Background: I’ve got multiple working OpenNebula 4.12.1 zones using NFS-mounted shared datastores, mainly using the qcow2 transfer driver. This has been adequate for most users, who never notice the performance issues of their virtual disks.
Root Problem: A prospective customer is convinced that some of his VMs must have at least 150MB/s sustained write capability at all times. This is more than our NFS infrastructure can reliably provide for one VM.
Hypothetical Solution: Since our hosts have adequate unused local disk for the VMs this customer needs, I’d like to just create a system datastore on local disk using the ssh driver, so that deployment means having the target host copy the VMs (persistent, qcow2) disk image from the image datastore to the local DS on the host OR (better) creates a new qcow2 file on the host’s local DS using the original image on the shared image datastore as its backing store, so that guest writes all go to fast local disk.
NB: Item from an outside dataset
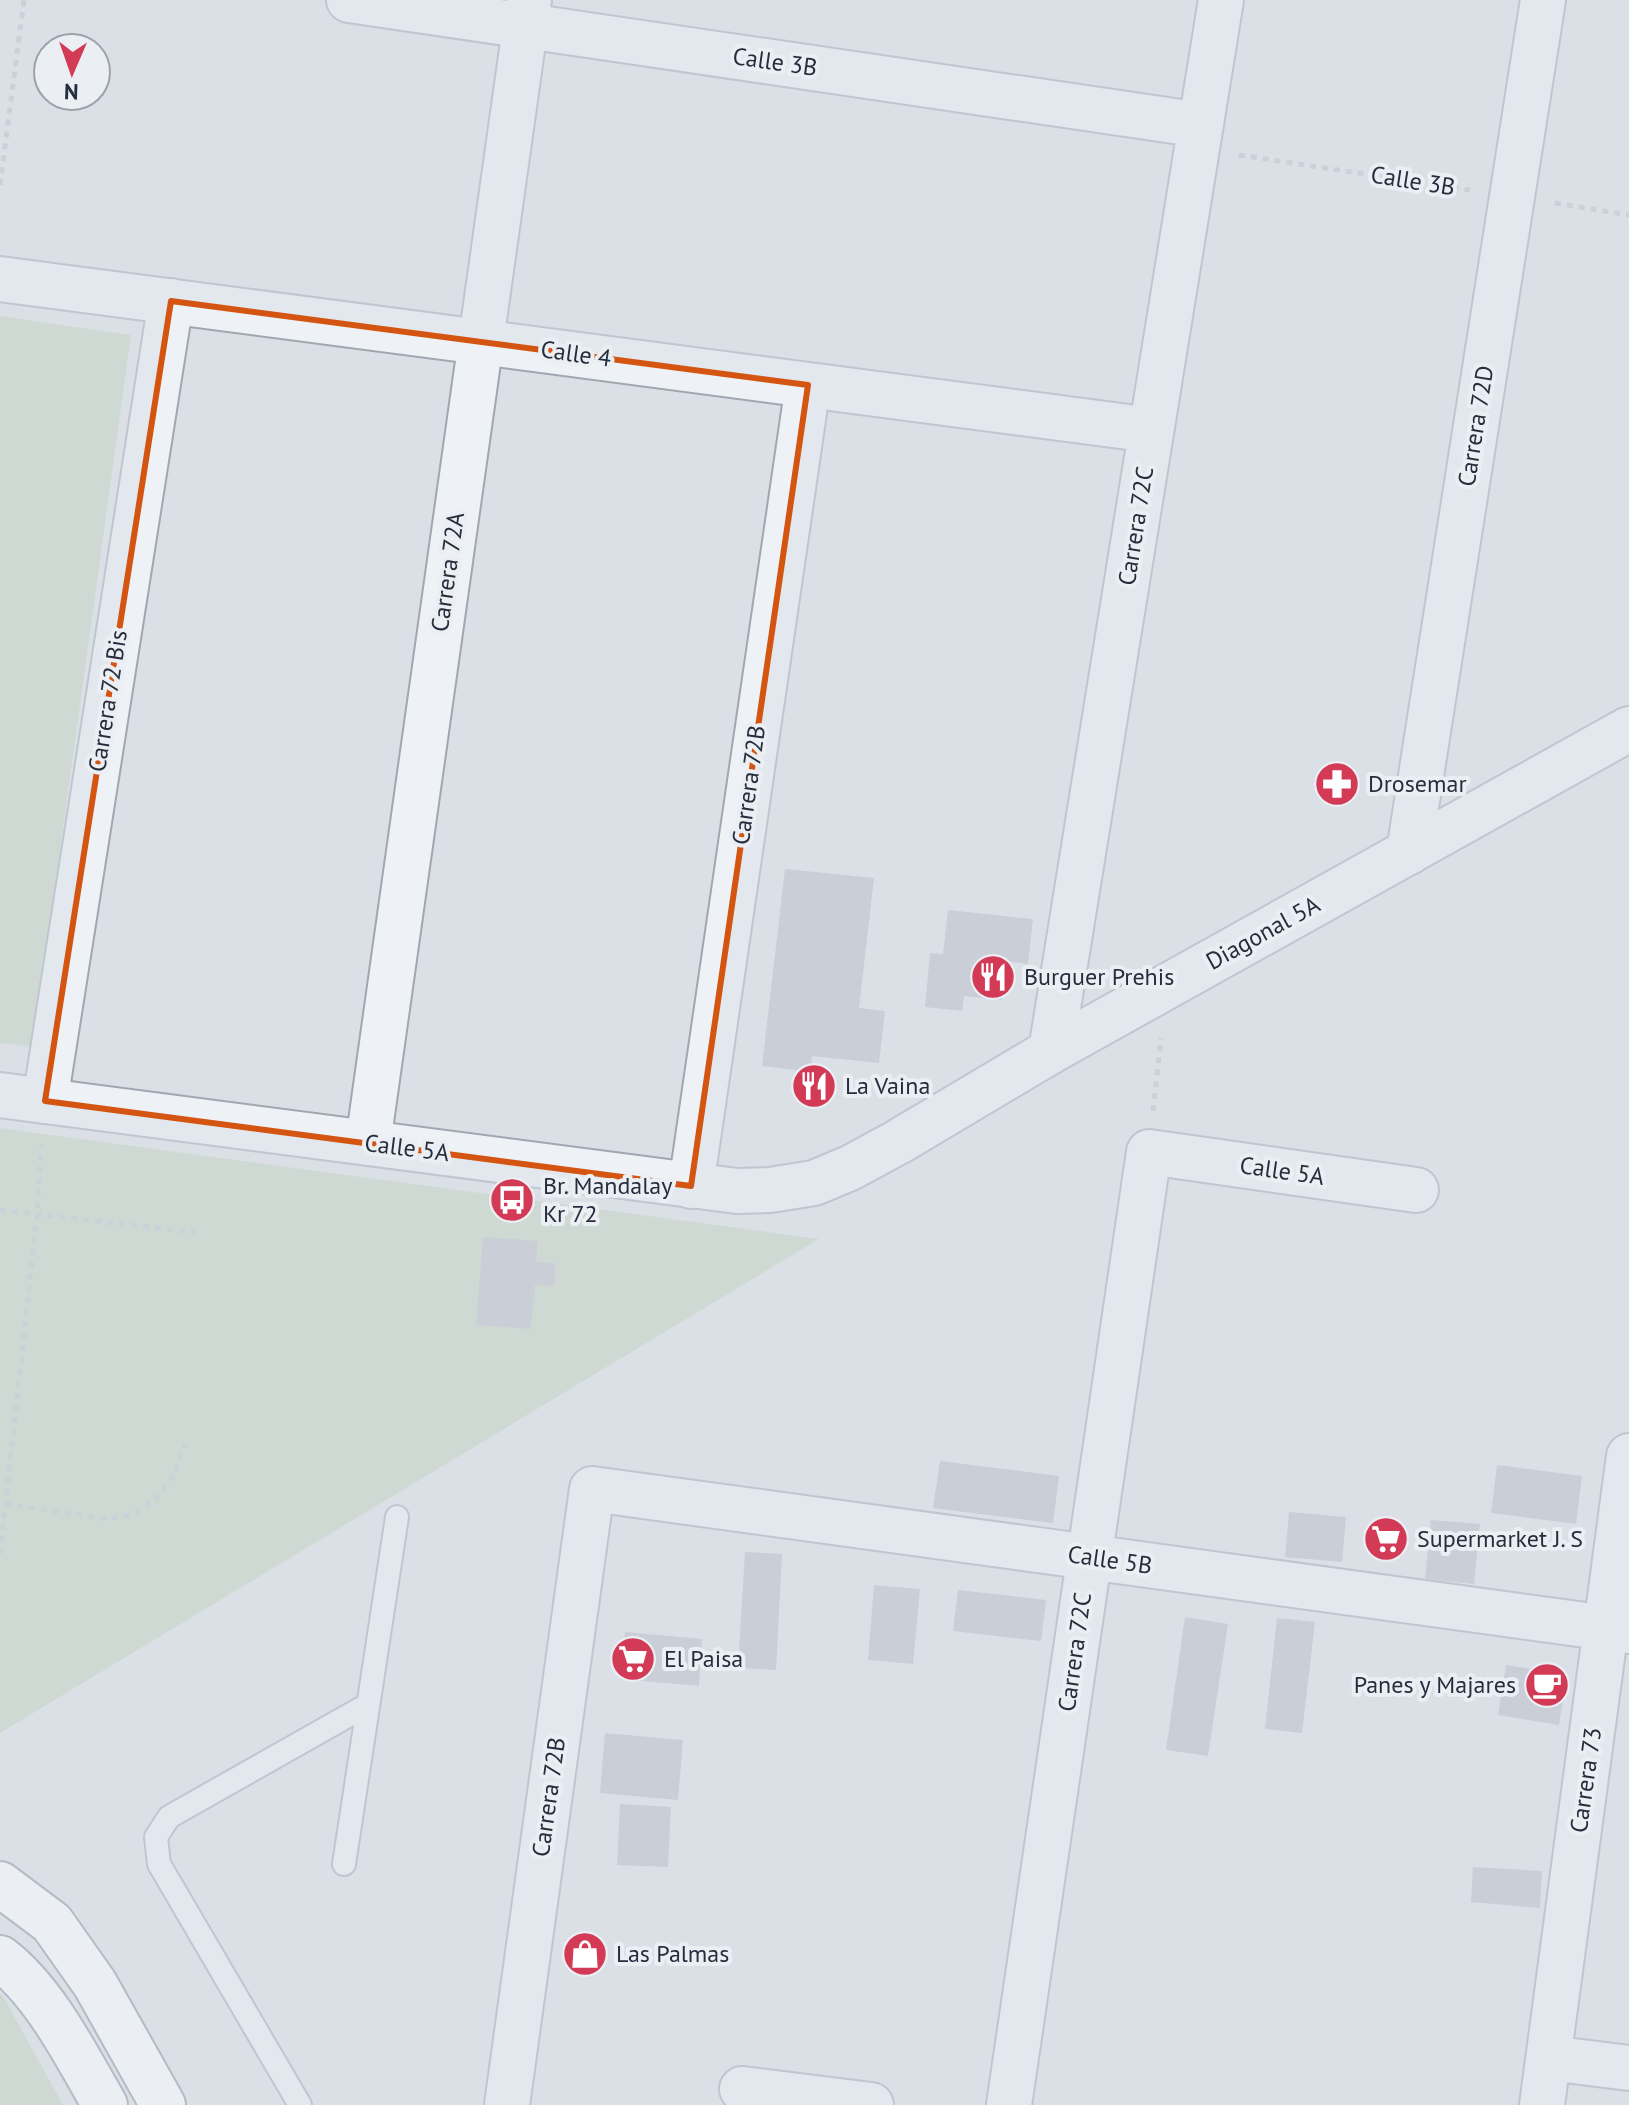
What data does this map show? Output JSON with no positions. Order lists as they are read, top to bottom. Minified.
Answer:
{"streets":{"street":["Calle 3B","Calle 4","Carrera 72D","Carrera 72C","Carrera 72A","Carrera 72 Bis","Carrera 72B","Diagonal 5A","Calle 5A","Calle 5B","Carrera 73"]},"crossings":[["Calle 3B","Carrera 72D"],["Calle 3B","Carrera 72C"],["Calle 3B","Carrera 72A"],["Calle 4","Carrera 72C"],["Calle 4","Carrera 72A"],["Calle 4","Carrera 72 Bis"],["Calle 4","Carrera 72B"],["Carrera 72D","Diagonal 5A"],["Carrera 72C","Diagonal 5A"],["Carrera 72C","Calle 5A"],["Carrera 72C","Calle 5B"],["Carrera 72A","Calle 5A"],["Carrera 72 Bis","Calle 5A"],["Carrera 72B","Calle 5A"],["Carrera 72B","Calle 5B"],["Diagonal 5A","Calle 5A"],["Calle 5B","Carrera 73"]],"places":{"pharmacy":["Drosemar"],"restaurant":["Burguer Prehis","La Vaina"],"bus stop":["Br. Mandalay Kr 72"],"supermarket":["Supermarket J. S","El Paisa"],"cafe":["Panes y Majares"],"shop":["Las Palmas"]},"north":"bottom"}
For shutdowns or migrations (not live, obviously) the data on the hosts’s local system datastore would be copied back to the shared image repository for later redeployment.
Proximate problem: having read the storage documentation many times over the past 3 years and re-reading much of it in the past week, I’m unable to find any way to make this sort of deployment work. It seems that if I use a shared fs image repository, OpenNebula always creates a symlink for the system disk image, which means I’ve got the VM doing writes to the NFS share, which makes it a non-solution. The only thing I’ve been able to come up with is to create another image repository DS (on the NFS server, because that’s where I have space) configured to use the ssh TM and clone the images for the relevant DMs into it. This works, but it slows deployment and taxes the frontend needlessly, because it’s pulling the whole image from a NFS mount and writing it out via ssh (over a lesser network) rather than just telling the host to copy the image from the NFS server directly. Also, because OpenNebula doesn’t know the host can see the image in shared storage, it copies the whole image back and forth as needed rather than just using the handy qcow2 backing store trick.
I can’t believe that I’m the first person to have wanted this model of deployment and that there’s not some combination of datastore, image, and VM template attributes that will give me a more efficient and less cluttered method of getting a persistent image deployed to host-local storage for performance.
The “dirty” solution is you can create cluster for each nodes and have the image stored on the respective cluster. So when you deploy the image, it will start from the node where the cluster is mapped. Of course this solution doesnt provide HA
We enhanced our NFS infrastructure and educated the customer about the nature of reality on ANY “cloud” platform sufficiently to make our standard deployment model using NFS datastores acceptable. Problem solved.
I have found no way to make persistent system images that reside when not in use on qcow2 (shared) datastores deploy efficiently to a host-local System datastore and have runtime changes persisted back to the original location when undeployed without performing whole-image copies through the management interfaces of the front-end and host in both directions.
As soon as I can add 6 hours of alert & focused coding time to each day for a few weeks, I will try to write a custom driver to do this. Absent such a magical 30-hour day, it shall remain a fantasy.
I made a copy of the ssh driver and some small modifications to use rcp instead of ssh to copy the persistent images to the nodes . I tried different ways, using the hpn ssh variant
etc. but the problem was always using scp/ssh for data transfer which was very limited and not able to saturate a 10g network. So I decided to go for rcp, as we dont need encryption for the transfers.
The rcp variant indeed still needs lots of GB to be transferred during deploy or shutdown but using a 10G network this is much faster than using ssh (I measured up to 700MB/sec depending on the IO workload and remaining capacitiy available on the nodes).
Before I did it similar using modifications to the ssh tm_mad logging in to the nodes and copying the images from an NFS server. But I did not want to have each node to get access to the persistent image datastore.
So this way I got
No shared filesystem for the image repository (this is “local” to the frontend only)
up to 8 times faster deployment times compared to ssh
depending on SLAs (downtimes during migrations etc.) it is still usable even with VMs having larger qcow2 disks.
as a result the speed of the local disks (especially when using SSD only hosts)
The main requirement is, that the front end has enough bandwidth to read from and write to the image repository.
The nodes need only little preparation (rshd to be installed).
This can be perfectly mixed with other storage integrations (NFS, Moose etc.).
If you are interested I can send more details and also a diff of the modifications I made to the ssh driver to create the rcp driver out of it.